> _WHAT YOU HAVE TO DO_: From the entries, copy out every line in which the word "linecap" is found.

(Beginning of LISTED ENTRIES)

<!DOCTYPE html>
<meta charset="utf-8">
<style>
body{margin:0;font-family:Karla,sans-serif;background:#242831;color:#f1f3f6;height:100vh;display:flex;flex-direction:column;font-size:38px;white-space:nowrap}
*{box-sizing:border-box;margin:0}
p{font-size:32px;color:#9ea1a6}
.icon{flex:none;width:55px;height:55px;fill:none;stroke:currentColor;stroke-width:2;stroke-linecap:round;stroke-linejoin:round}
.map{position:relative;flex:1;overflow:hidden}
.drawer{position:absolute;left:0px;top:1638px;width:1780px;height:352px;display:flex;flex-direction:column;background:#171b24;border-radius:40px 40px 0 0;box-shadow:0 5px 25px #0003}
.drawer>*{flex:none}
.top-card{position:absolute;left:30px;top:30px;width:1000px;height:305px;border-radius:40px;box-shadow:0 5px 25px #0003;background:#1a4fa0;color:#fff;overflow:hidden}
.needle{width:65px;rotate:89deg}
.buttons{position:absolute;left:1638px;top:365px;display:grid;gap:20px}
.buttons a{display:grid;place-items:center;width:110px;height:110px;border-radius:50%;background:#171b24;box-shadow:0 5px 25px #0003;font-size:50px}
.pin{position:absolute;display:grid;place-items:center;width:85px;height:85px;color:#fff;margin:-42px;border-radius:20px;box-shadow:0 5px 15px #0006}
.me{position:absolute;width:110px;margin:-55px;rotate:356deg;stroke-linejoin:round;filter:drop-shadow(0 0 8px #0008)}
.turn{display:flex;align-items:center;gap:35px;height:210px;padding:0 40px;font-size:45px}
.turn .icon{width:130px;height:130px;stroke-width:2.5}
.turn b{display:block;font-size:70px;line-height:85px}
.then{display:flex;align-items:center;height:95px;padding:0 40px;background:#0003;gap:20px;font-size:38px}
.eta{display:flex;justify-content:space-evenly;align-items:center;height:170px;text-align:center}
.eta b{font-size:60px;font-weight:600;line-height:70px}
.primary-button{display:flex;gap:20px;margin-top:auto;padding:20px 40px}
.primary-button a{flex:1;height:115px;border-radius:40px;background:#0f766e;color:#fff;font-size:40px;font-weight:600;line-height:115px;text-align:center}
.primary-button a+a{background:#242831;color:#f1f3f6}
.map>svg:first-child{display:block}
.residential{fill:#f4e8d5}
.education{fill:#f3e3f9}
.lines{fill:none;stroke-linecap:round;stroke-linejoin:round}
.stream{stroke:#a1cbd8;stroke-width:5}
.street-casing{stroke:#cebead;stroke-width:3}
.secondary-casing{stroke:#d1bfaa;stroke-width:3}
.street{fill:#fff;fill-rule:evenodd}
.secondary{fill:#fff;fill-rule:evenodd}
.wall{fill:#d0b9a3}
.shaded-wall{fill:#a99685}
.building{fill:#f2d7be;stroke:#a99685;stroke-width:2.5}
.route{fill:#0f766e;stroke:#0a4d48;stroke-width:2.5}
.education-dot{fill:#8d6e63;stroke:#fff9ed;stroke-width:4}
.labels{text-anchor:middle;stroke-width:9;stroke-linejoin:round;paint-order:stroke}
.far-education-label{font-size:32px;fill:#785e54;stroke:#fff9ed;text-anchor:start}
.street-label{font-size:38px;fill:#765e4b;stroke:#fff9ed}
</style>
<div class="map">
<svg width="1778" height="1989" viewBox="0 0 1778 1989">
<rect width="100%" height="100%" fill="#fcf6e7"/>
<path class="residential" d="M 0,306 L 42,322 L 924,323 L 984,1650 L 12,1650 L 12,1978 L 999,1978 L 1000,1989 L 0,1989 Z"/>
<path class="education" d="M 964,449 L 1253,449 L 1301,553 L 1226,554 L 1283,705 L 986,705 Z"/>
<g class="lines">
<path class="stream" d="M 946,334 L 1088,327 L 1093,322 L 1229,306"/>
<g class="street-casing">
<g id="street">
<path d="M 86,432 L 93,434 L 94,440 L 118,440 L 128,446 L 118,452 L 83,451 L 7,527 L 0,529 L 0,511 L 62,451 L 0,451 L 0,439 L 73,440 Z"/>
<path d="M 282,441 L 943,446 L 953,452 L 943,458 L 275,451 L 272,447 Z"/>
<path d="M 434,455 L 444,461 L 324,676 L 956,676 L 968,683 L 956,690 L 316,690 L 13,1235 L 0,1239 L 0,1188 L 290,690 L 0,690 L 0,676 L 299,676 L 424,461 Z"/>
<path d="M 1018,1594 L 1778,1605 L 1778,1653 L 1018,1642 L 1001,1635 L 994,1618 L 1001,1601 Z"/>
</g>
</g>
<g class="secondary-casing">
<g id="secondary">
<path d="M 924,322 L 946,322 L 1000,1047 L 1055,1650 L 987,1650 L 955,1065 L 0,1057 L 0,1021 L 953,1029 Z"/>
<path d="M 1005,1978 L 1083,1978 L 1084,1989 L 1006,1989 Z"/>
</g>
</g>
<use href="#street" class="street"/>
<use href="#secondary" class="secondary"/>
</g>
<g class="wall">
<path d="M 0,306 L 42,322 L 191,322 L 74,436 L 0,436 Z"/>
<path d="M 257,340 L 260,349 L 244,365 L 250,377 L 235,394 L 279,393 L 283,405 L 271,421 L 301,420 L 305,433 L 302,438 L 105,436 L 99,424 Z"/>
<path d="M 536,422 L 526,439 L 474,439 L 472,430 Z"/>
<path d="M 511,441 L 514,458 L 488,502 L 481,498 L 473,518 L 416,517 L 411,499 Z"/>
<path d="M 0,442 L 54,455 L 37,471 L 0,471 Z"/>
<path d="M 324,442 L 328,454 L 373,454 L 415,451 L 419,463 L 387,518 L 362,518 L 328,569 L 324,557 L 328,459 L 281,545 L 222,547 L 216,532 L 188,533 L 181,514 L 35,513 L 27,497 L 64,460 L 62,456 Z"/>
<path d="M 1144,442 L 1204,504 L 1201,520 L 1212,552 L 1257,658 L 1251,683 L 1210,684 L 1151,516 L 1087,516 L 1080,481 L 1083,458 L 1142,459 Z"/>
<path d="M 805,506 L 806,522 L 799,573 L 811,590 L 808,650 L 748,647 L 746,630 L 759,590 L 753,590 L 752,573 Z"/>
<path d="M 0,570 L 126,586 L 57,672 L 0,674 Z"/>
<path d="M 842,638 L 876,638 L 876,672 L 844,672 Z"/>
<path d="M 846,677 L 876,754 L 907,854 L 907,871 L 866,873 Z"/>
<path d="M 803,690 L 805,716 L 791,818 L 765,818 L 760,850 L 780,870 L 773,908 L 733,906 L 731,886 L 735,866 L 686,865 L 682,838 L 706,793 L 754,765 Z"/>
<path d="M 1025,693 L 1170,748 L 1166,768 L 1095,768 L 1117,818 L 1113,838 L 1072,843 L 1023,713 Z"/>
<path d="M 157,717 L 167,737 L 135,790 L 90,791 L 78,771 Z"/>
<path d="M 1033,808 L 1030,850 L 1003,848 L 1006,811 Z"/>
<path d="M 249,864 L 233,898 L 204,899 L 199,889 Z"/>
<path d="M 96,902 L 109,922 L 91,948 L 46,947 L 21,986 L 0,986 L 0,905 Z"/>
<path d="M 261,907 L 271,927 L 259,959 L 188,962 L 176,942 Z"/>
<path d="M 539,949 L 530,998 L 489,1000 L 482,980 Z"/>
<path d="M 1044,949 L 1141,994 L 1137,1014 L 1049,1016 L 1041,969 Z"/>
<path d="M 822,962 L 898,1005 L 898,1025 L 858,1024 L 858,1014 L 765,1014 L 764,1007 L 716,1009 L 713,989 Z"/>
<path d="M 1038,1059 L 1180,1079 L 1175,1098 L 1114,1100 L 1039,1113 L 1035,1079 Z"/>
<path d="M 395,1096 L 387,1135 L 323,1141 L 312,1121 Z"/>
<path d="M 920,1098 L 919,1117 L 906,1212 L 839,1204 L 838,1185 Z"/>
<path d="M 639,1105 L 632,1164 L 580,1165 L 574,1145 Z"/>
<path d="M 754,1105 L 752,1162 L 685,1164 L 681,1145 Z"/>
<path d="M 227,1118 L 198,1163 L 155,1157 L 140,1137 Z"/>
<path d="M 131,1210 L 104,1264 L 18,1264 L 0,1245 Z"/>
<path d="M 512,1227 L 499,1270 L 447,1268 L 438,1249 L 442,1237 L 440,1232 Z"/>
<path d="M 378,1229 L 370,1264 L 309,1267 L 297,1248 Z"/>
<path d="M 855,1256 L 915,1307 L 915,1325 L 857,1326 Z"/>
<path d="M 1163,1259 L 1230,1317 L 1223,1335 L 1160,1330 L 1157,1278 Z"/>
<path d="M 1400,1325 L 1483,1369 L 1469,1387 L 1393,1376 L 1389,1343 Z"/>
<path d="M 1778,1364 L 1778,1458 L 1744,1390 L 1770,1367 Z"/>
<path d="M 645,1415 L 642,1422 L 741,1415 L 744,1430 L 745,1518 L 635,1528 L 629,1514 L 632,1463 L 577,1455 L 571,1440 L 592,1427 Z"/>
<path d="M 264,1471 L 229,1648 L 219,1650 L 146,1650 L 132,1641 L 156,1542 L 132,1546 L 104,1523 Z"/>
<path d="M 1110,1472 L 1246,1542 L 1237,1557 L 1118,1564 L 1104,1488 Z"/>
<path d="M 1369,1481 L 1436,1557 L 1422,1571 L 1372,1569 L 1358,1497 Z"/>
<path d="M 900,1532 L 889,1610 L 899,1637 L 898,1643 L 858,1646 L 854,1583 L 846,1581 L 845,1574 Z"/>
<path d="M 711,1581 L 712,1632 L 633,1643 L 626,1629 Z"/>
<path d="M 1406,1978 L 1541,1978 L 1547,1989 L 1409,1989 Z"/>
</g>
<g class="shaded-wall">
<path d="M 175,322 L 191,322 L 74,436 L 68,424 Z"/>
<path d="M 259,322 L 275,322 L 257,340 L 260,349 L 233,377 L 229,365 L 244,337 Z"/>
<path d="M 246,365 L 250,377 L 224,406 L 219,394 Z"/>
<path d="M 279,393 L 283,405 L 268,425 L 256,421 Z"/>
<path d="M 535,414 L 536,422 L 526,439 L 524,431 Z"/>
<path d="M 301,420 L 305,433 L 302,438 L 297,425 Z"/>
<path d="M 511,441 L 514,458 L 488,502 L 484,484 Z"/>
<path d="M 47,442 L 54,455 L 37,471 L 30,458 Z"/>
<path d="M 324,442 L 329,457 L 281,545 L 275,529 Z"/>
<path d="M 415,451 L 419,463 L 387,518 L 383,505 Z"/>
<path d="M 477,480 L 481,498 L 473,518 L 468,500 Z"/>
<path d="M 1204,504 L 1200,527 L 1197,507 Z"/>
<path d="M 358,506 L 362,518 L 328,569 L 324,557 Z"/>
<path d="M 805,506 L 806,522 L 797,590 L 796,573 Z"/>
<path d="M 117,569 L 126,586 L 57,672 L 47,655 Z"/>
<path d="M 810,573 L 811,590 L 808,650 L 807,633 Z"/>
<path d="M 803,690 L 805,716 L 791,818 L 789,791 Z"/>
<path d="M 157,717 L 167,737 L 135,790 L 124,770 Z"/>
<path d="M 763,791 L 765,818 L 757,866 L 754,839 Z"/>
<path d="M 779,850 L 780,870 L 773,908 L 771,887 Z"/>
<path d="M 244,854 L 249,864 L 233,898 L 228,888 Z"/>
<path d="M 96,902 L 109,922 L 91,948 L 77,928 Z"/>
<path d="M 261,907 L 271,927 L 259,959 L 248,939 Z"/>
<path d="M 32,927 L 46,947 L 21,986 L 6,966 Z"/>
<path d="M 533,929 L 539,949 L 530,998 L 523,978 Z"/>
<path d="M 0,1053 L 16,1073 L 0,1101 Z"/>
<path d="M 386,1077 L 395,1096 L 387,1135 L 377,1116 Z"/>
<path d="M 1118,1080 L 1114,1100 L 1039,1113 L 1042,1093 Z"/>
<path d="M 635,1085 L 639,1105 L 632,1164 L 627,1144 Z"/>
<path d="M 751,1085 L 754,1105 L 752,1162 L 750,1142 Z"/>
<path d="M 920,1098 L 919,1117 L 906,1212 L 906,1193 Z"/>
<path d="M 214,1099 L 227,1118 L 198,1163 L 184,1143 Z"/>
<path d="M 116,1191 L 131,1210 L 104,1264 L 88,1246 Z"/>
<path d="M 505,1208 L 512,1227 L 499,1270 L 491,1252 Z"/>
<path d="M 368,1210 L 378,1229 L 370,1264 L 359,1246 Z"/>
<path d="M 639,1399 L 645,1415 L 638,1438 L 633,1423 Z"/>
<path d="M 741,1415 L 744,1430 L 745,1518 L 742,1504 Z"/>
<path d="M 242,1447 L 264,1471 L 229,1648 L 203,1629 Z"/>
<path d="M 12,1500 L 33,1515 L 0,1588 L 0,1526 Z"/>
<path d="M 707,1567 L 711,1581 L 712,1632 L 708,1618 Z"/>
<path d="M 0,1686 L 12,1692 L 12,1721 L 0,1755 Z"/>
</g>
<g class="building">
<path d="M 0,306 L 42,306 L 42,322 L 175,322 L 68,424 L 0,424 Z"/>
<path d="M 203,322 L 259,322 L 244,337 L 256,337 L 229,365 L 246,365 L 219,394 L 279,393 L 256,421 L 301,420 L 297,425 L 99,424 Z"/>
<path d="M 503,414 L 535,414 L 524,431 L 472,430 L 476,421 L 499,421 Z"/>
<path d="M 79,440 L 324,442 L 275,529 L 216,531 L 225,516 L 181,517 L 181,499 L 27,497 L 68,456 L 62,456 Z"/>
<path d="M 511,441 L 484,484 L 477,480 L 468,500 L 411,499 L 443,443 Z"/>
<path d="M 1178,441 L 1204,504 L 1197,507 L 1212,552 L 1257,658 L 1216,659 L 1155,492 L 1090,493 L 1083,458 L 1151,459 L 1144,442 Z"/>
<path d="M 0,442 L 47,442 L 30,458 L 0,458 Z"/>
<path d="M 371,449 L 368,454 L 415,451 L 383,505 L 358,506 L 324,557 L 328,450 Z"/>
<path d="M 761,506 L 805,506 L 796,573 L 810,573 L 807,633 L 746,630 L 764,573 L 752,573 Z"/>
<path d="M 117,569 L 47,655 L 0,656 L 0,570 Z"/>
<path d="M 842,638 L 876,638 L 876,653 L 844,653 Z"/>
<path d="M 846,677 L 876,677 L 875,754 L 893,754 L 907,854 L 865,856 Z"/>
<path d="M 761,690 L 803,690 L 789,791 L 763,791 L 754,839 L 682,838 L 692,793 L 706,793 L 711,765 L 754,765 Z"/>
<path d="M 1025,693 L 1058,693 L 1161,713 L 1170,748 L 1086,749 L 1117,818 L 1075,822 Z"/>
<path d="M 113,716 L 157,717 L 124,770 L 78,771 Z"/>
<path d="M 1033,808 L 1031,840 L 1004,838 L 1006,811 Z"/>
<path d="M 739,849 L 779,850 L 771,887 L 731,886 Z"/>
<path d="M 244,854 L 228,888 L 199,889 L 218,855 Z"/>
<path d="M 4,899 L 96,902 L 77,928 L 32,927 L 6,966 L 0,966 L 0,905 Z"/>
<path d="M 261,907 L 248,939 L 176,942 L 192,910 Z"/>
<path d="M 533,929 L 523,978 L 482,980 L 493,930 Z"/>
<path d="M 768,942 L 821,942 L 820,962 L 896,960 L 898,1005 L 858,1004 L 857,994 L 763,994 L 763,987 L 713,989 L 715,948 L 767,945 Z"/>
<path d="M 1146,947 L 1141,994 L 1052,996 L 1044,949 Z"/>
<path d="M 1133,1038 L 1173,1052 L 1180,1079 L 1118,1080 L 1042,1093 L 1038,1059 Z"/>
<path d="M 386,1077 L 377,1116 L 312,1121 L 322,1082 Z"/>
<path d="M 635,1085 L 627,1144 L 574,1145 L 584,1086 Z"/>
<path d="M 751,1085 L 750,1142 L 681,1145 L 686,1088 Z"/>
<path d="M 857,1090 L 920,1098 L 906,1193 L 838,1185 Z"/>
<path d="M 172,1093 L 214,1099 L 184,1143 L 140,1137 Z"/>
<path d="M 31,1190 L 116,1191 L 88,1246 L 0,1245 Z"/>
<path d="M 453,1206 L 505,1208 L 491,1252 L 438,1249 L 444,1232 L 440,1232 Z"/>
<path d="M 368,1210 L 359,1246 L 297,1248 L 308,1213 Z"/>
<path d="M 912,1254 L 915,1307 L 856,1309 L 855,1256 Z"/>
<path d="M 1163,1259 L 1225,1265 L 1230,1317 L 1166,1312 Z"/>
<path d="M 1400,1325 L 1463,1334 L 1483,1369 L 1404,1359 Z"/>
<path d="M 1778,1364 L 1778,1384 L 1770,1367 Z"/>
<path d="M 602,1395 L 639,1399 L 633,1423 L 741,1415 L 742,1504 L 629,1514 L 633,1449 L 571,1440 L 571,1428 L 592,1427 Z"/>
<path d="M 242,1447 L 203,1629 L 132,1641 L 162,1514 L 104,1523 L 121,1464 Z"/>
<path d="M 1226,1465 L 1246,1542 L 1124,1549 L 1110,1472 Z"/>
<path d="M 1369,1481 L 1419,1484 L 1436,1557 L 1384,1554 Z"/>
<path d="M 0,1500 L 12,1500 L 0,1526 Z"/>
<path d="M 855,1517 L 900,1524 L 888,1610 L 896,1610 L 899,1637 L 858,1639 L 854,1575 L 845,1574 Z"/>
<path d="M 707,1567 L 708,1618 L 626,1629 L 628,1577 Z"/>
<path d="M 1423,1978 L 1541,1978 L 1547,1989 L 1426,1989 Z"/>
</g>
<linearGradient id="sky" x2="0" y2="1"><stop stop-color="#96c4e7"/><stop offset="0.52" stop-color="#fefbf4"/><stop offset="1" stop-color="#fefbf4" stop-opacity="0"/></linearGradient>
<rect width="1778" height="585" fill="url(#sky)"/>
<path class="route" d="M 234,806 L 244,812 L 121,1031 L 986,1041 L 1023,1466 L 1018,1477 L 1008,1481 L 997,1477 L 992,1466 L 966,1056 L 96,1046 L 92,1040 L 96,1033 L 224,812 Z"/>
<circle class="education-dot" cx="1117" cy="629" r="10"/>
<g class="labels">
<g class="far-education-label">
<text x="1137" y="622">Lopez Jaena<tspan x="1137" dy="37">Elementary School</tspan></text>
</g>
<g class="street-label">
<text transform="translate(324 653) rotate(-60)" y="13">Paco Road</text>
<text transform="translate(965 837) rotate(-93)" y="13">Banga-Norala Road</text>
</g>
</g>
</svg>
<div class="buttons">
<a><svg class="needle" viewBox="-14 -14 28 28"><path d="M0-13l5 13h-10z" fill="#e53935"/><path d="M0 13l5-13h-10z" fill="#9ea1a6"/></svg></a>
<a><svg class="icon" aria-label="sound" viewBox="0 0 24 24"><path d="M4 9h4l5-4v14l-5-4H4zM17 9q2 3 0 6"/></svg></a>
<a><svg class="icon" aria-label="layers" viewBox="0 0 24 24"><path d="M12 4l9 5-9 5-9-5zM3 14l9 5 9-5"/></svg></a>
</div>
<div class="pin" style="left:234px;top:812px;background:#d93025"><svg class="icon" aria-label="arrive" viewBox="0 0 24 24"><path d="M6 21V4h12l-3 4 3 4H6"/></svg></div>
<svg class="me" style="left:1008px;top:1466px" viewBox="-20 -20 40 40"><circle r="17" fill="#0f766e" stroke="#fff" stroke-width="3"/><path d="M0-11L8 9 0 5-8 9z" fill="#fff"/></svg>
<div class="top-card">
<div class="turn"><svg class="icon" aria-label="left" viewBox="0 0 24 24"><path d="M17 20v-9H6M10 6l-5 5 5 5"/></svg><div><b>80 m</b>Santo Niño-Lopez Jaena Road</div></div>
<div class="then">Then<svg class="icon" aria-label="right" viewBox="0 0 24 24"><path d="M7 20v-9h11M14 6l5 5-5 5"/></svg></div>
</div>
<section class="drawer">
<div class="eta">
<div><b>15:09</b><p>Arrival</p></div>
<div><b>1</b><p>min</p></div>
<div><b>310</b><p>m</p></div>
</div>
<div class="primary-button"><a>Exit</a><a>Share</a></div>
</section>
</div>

(End of LISTED ENTRIES)

> _ANSWER FOR THE TASK_:
.icon{flex:none;width:55px;height:55px;fill:none;stroke:currentColor;stroke-width:2;stroke-linecap:round;stroke-linejoin:round}
.lines{fill:none;stroke-linecap:round;stroke-linejoin:round}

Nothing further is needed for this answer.